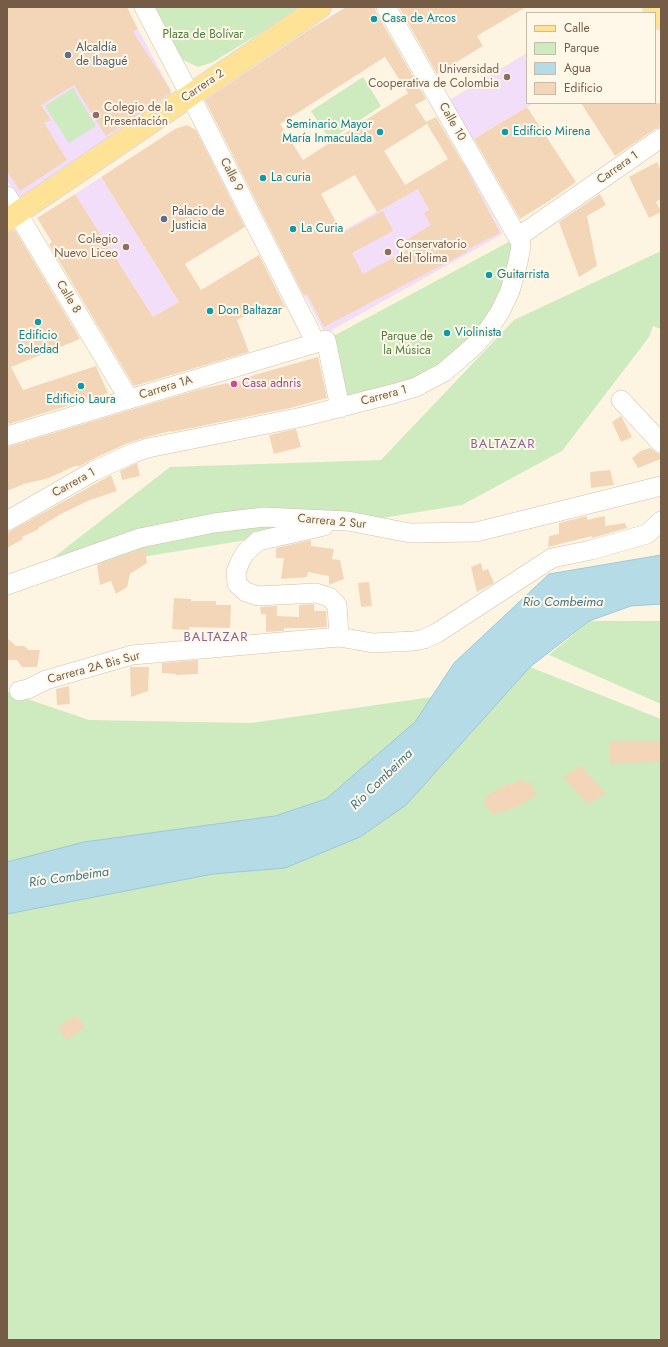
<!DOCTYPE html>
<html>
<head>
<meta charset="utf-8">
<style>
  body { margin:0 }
  #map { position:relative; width:668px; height:1347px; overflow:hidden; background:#fdf5e1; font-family:Jost,sans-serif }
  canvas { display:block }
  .frame { position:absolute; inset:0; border:8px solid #755c47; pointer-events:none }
  .legend { position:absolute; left:526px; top:12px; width:130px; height:92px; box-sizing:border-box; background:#fff8e8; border:1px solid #c8baa8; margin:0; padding:5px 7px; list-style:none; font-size:12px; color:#755c47 }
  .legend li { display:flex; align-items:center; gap:8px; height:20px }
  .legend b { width:20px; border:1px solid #c8baa8 }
</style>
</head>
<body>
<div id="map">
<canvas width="668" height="1347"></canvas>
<div class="frame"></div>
<ul class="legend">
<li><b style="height:5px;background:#fee397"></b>Calle</li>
<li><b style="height:11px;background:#cdebbf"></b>Parque</li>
<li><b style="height:11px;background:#b5dbe7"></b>Agua</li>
<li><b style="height:11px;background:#f3d6b8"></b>Edificio</li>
</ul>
</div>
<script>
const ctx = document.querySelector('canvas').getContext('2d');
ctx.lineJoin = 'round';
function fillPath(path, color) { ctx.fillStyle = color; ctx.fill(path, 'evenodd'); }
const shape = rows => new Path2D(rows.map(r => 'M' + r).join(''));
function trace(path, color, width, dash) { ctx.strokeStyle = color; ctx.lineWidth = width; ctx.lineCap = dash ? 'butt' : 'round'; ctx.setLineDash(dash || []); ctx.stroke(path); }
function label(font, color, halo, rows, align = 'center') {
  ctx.font = font + ' Jost,sans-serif'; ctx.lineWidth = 4; ctx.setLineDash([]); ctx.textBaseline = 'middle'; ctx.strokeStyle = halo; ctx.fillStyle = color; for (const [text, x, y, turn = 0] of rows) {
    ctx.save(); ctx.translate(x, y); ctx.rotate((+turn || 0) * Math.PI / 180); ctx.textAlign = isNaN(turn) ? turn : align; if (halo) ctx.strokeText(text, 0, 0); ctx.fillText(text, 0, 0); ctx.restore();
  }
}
fillPath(shape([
  [138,29,170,89,171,95,166,100,18,198,7,180,7,147,50,120,38,99,46,84],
  [527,53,527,103,534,103,472,140,448,101],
  [464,163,503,234,325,334,287,262],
  [101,177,179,302,153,317,75,194]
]), '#f2def9');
fillPath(shape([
  [153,7,303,7,213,62,198,67,183,60],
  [363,77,381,106,330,140,311,111],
  [73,88,96,126,69,143,45,106],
  [518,237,515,275,458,360,340,408,326,340],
  [661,251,661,329,653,326,649,337,562,451,462,505,31,575,170,467,381,460,514,320],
  [589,621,661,621,661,704,549,655],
  [530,667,661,719,661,1340,7,1340,7,692,89,720,251,723,432,697]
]), '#cdebbf');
const water = shape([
  [661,555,661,604,631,606,589,621,530,667,406,805,360,837,285,868,213,874,7,914,7,862,84,842,275,816,326,799,415,722,454,663,549,574,661,555]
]);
fillPath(water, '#b5dbe7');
trace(water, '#9bc9d9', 1);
fillPath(shape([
  [7,7,127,7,138,29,133,32,170,89,171,93,106,136,74,85,41,105,51,120,44,123,67,160,20,191,7,171],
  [346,7,375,7,376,12,426,99,415,105,426,122,436,117,466,168,500,233,466,250,467,252,324,327,307,294,304,296,205,100,307,31],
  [385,57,408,93,303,160,280,124],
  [427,124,448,159,405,185,384,151],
  [355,175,377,212,418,189,429,210,424,213,431,225,403,242,407,250,363,274,352,253,393,231,383,211,342,233,321,194],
  [399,7,526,7,477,36,483,46,437,74],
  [581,103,661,103,661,127,655,129,615,156],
  [527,107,576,182,549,201,520,219,474,139],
  [187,125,196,130,245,227,185,264,201,290,259,255,285,307,273,315,267,304,237,320,249,352,134,386,49,244,52,242,37,218,75,194,153,317,179,302,101,177,175,129],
  [657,162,661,170,661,199,656,202,661,212,649,218,629,177],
  [600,194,606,205,587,216,597,266,579,277,559,222],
  [15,230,80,339,11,367,23,390,96,366,108,393,9,424,7,420,7,232],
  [318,357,327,398,290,408,171,432,171,431,147,437,128,443,99,456,78,467,77,465,49,478,24,484,7,491,7,447,197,390,228,383,229,385,254,375],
  [621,416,632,437,621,442,612,422],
  [296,429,301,447,274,454,269,435],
  [650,448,657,453,661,454,661,459,638,468,632,458,641,451],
  [137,463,140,476,122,480,120,471],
  [610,470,614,485,591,488,590,472],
  [111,475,117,491,90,500,61,514,38,528,39,529,22,537,23,539,7,548,7,533],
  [587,516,587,520,605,516,605,526,625,523,627,528,592,538,592,536,548,547,549,536,559,534,559,523],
  [311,540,311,546,334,549,332,559,340,560,344,579,329,585,329,576,308,572,307,577,281,579,284,558,276,558,276,548],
  [145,548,147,563,130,574,127,587,116,594,111,581,100,585,97,565],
  [481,563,483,571,488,569,494,583,477,592,471,567],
  [369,582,372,606,361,607,358,583],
  [174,598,191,599,191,601,216,601,216,605,231,605,230,628,189,627,189,630,172,629],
  [314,604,314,611,326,611,327,627,312,628,284,628,284,631,266,632,266,614,261,614,260,607,277,606,277,616,299,617,299,605],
  [7,638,16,646,24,646,29,650,40,650,37,667,22,667,17,660,7,660],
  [198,660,198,674,176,675,176,674,162,673,162,663],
  [130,667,149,667,148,691,131,697],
  [69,686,70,704,57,705,56,689],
  [660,741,661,762,610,763,610,742],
  [581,766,606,794,588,804,563,777],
  [522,779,526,784,530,782,537,795,519,806,493,815,483,800,488,798,487,795,510,783,511,785],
  [76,1015,85,1028,67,1040,58,1027]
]), '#f3d6b8');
const minor = shape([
  [144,7,190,95,316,343],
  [7,196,129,399],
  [518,237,661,138],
  [621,400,661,443],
  [7,436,326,340,340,408],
  [7,521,94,471,133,453,148,448,302,417,396,393,416,387,444,372,458,360,475,345,488,330,500,312,510,291,518,262,521,246,520,241,386,7],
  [324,526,258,541,245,553,240,562,236,572,237,584,246,592,258,596,316,593,329,597,337,605,339,637],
  [7,585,140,538,214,523,264,517,348,521,410,533,476,532,661,486],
  [19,691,28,689,46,680,132,655,339,637,373,643,414,641,424,639,437,633,552,558,591,550,647,534,661,521]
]);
const major = shape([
  [654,7,661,18],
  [7,220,320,7]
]);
trace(minor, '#d0c0ab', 20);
trace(major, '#e1dbd7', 24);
trace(minor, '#fff', 19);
trace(major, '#fee397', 22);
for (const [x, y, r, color] of [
  [374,19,4,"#0f9aa8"],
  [68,55,4,"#5c6f8a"],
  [507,77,4,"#8d6e63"],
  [96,115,4,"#8d6e63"],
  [380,132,4,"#0f9aa8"],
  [505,132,4,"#0f9aa8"],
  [263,178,4,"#0f9aa8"],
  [164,219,4,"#5c6f8a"],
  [293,229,4,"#0f9aa8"],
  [126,247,4,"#8d6e63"],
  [388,252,4,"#8d6e63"],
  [489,275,4,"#0f9aa8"],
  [210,311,4,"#0f9aa8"],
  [38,322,4,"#0f9aa8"],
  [447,333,4,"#0f9aa8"],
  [234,384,4,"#d1479c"],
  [81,386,4,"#0f9aa8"]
]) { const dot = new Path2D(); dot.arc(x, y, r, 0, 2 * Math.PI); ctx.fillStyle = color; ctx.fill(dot); trace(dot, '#fff8e8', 1.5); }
label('12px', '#0d838f', '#fff8e8', [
  ["Casa de Arcos",382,19],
  ["Seminario Mayor",372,125,"right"],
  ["María Inmaculada",372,139,"right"],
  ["Edificio Mirena",513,132],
  ["La curia",271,178],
  ["La Curia",301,229],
  ["Guitarrista",497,275],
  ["Don Baltazar",218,311],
  ["Violinista",455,333],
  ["Edificio",38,336,"center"],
  ["Soledad",38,350,"center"],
  ["Edificio Laura",81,400,"center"]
], 'left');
label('12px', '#4b7c3f', '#fff8e8', [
  ["Plaza de Bolívar",203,35],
  ["Parque de",407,337],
  ["la Música",407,351]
]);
label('12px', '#4e5e75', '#fff8e8', [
  ["Alcaldía",76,48],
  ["de Ibagué",76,62],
  ["Palacio de",172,212],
  ["Justicia",172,226]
], 'left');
label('12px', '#785e54', '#fff8e8', [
  ["Universidad",499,70],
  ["Cooperativa de Colombia",499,84],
  ["Colegio de la",104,108,"left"],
  ["Presentación",104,122,"left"],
  ["Colegio",118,240],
  ["Nuevo Liceo",118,254],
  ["Conservatorio",396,245,"left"],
  ["del Tolima",396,259,"left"]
], 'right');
label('12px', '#755c47', '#fff8e8', [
  ["Carrera 2",203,86,-34],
  ["Calle 10",452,122,60],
  ["Carrera 1",618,168,-35],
  ["Calle 9",231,175,63],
  ["Calle 8",68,297,59],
  ["Carrera 1A",166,388,-17],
  ["Carrera 1",384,396,-15],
  ["Carrera 1",74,483,-29],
  ["Carrera 2 Sur",332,522,5],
  ["Carrera 2A Bis Sur",94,668,-15]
]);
label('12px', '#b23c85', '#fff8e8', [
  ["Casa adnris",242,384]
], 'left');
ctx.letterSpacing = '1px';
label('13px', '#8c6299', '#fff8e8', [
  ["BALTAZAR",503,445],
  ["BALTAZAR",216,638]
]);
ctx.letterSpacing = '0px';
label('italic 13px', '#40768a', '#fff8e8', [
  ["Rio Combeima",563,603],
  ["Río Combeima",382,780,-44],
  ["Río Combeima",69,878,-8]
]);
</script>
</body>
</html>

☆ ☆ ☆ ☆

Looking at each line of the records, count the ones where the word "canvas" appears, and report only the count.

Result ->
3